Edible Traditions: Tapping into the Roaring Fork Valley
Tapping into the Roaring Fork Valley
There’s no question that Aspen liked its beer during the mining days, and there was plenty to go around. That’s thanks to Jacob Mack’s Aspen Brewery. He opened the establishment in 1885, and by 1889 it was producing 24,000 kegs each year (most of it pilsner), according to an article in the Aspen Evening Chronicle.
Not to be outdone, another agent in town, John Coll, also sold Neff Bros. Brewery beer and was happy to deliver via mail orders completed through a post office box. At the Aspen Brewery, “genial manager” Chris Sanders oversaw the business’s steady rise, deemed “one of the most massive institutions of the character that has grown up under the enterprise of the frontier,” according to the same article. By 1899, a 40-by-40-foot storage center was able to hold 13,000 kegs of beer. Above the cellar, an ice department with more than 300 tons of frozen water and snowmelt kept the product cold for thirsty miners. The hops came from New York and the barley from Denver, which at the time were labeled “superior” materials.

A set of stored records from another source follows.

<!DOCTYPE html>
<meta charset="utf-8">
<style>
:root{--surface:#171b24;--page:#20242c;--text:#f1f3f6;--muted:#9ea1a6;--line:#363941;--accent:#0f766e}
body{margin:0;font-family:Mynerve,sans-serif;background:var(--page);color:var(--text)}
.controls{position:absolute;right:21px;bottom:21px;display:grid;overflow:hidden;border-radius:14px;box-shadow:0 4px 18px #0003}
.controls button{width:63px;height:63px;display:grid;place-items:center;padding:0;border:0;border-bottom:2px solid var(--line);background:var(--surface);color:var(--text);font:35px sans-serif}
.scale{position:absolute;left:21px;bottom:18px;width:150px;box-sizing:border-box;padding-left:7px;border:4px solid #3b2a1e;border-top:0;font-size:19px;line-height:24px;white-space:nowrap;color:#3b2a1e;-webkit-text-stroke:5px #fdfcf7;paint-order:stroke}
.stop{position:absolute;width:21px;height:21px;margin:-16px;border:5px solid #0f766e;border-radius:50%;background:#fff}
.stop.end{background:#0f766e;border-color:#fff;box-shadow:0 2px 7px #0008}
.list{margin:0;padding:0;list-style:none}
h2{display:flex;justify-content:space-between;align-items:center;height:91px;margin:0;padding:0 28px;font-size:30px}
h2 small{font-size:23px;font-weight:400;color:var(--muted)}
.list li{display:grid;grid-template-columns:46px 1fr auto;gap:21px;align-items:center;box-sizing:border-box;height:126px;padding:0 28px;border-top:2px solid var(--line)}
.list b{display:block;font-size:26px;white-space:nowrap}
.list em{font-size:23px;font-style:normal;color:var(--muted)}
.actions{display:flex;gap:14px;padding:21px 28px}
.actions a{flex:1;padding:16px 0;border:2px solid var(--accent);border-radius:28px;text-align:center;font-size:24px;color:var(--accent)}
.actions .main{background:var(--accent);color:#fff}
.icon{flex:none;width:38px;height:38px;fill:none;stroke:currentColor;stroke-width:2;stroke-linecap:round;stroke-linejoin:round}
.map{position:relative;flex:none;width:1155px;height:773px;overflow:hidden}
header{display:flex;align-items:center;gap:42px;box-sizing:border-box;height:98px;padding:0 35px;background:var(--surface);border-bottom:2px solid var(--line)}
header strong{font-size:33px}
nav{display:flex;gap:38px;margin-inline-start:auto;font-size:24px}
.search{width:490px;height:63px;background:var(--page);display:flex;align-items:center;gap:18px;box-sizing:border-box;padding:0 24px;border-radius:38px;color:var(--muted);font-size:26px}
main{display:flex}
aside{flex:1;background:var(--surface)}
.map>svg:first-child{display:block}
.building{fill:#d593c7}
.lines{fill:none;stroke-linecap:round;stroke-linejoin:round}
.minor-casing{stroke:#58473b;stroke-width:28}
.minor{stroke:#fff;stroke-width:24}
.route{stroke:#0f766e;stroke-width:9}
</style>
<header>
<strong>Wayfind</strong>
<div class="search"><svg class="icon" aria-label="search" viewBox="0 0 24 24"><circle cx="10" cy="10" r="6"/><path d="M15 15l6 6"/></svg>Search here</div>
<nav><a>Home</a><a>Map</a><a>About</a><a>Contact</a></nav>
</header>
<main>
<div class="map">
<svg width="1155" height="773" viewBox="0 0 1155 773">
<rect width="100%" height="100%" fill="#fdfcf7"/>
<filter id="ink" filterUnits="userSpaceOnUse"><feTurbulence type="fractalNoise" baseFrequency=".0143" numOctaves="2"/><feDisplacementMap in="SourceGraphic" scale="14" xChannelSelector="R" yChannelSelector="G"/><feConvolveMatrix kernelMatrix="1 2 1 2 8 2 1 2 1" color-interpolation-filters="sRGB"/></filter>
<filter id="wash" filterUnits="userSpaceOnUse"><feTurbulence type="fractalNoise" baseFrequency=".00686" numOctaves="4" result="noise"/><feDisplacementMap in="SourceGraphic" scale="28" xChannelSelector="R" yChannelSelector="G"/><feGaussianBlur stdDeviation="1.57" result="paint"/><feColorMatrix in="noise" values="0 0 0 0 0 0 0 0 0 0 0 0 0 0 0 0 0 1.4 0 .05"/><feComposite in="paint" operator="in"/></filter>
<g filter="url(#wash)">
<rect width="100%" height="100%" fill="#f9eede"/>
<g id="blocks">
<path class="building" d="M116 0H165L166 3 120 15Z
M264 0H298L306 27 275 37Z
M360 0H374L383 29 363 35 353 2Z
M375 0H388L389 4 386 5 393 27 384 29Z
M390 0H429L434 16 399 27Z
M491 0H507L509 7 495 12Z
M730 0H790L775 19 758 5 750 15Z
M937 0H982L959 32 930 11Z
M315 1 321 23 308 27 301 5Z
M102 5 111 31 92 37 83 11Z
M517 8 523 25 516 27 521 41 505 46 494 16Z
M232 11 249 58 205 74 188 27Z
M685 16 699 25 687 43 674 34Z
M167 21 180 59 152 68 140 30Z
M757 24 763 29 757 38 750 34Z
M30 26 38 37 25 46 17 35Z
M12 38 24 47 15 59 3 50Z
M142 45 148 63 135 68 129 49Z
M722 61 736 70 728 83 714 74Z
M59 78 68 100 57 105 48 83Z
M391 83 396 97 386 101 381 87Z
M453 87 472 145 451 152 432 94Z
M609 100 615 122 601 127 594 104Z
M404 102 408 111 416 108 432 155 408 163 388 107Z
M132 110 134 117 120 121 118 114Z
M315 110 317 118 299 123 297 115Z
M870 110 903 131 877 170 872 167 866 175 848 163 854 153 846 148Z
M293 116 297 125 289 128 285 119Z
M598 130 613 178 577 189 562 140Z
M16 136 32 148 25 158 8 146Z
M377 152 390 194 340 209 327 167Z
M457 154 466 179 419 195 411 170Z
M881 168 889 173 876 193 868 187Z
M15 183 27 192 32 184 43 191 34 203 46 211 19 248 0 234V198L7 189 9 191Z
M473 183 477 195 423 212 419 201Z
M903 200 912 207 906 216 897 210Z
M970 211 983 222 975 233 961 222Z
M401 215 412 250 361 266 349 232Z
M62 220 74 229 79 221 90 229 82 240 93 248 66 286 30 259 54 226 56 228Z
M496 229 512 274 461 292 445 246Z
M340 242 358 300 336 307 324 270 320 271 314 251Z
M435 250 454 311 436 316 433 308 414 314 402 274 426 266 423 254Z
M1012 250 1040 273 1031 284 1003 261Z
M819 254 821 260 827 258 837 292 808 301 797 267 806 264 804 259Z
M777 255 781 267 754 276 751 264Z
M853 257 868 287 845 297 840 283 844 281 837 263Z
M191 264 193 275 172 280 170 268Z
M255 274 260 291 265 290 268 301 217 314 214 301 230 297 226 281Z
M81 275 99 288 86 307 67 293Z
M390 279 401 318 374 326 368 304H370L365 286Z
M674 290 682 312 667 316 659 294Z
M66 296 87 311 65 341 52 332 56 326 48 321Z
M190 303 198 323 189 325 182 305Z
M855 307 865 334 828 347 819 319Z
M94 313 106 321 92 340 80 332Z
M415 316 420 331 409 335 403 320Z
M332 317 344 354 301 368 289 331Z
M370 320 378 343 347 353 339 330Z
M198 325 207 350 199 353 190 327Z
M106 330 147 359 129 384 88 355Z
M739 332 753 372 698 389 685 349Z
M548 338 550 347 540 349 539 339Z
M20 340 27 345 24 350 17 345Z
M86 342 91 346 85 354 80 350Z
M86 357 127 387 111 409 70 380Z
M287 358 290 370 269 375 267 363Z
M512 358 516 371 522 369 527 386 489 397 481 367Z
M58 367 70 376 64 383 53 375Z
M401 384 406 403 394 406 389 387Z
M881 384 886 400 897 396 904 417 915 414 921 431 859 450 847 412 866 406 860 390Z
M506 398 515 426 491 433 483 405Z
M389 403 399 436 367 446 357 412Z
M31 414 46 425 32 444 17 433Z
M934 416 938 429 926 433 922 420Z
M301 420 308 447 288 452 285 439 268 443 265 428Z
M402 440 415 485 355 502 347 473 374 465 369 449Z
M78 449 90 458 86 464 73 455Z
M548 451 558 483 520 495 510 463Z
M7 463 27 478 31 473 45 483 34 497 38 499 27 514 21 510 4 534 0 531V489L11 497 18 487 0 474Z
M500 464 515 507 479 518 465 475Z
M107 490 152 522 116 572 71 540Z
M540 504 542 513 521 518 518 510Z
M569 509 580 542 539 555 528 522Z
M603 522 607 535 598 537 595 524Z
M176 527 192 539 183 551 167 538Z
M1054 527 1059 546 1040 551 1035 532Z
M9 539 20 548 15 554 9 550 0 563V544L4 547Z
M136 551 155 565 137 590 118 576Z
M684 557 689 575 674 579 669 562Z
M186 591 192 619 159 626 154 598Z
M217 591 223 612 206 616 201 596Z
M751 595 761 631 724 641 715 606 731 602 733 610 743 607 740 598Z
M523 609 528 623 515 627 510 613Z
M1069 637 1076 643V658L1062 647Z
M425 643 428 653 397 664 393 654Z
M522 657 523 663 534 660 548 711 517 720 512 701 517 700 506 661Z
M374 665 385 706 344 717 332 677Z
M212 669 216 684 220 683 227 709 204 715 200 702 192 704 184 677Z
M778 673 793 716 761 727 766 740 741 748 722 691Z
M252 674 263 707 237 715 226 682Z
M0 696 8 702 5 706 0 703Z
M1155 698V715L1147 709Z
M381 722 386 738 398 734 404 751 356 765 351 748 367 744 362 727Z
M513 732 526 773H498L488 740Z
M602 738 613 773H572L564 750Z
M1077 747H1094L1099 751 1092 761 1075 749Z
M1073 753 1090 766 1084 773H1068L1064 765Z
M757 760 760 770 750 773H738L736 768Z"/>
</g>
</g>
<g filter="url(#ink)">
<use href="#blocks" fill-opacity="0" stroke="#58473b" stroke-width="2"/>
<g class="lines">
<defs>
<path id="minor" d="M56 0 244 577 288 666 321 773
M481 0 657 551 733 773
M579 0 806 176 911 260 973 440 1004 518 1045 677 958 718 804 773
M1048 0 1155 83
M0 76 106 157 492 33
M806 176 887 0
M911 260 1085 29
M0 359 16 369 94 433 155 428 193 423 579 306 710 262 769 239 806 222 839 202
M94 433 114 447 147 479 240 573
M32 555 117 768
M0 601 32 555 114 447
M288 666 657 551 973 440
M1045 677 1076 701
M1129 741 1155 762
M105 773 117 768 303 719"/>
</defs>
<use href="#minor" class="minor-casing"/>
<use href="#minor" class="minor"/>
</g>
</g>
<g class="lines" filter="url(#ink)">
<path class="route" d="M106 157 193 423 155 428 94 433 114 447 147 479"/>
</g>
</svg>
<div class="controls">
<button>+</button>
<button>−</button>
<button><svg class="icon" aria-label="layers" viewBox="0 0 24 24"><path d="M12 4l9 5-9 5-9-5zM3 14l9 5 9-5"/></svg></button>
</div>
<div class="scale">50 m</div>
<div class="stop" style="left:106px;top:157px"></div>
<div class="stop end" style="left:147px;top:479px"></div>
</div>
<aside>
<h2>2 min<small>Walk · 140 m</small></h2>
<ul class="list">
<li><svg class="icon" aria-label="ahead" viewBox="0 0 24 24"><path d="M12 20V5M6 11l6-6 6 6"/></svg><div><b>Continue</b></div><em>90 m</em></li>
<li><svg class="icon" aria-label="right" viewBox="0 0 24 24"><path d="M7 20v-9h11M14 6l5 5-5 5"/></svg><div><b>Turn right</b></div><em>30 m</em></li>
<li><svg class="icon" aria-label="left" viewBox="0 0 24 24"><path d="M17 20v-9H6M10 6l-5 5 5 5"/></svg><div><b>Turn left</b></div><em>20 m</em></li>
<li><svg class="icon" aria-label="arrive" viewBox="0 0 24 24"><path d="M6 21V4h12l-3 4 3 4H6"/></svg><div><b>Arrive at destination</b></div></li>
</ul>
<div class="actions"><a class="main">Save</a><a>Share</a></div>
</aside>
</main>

One hundred years later, George Stranahan and Richer McIntyre founded the Flying Dog brewpub on Aspen’s Cooper Street mall in 1990. It remained there for three years until relocating to Denver and then Maryland, where it’s based today.
In 2008, Aspen Brewing Company opened a craft -beer establishment, first in a location on north Mill Street, before moving its production to the Aspen Airport Business Center (the tasting room is on Hopkins Avenue). With ABC’s beers now available on draft and in cans around the state, no one is ever far from tapping the Roaring Fork Valley—and that’s right in line with the town’s history. Cheers!